== WHAT THE TASK REQUIRES ==
Going line by line through the entries, count those containing "Savannah" and state only the result.

Collected data entries:

***

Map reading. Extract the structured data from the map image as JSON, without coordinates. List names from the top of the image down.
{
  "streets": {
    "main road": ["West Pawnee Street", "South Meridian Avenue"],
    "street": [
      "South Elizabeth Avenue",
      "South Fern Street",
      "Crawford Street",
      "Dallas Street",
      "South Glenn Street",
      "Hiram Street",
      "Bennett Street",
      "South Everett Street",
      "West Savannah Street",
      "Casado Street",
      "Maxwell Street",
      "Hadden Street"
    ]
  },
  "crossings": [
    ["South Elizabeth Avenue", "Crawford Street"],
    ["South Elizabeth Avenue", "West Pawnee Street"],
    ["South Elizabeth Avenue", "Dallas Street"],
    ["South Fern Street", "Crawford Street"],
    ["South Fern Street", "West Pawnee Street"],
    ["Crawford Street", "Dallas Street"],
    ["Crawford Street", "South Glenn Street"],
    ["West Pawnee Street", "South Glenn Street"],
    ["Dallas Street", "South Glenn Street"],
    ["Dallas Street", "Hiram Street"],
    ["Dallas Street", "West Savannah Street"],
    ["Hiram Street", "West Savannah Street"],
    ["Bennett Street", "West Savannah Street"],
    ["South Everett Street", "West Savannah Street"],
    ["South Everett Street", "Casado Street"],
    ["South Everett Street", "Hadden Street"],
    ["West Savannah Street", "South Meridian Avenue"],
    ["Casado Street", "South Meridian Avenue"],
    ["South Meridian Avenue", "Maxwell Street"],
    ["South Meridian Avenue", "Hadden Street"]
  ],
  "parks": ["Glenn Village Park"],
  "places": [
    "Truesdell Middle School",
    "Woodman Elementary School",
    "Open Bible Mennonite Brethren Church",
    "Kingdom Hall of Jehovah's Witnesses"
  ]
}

***

== TASK RESPONSE ==
6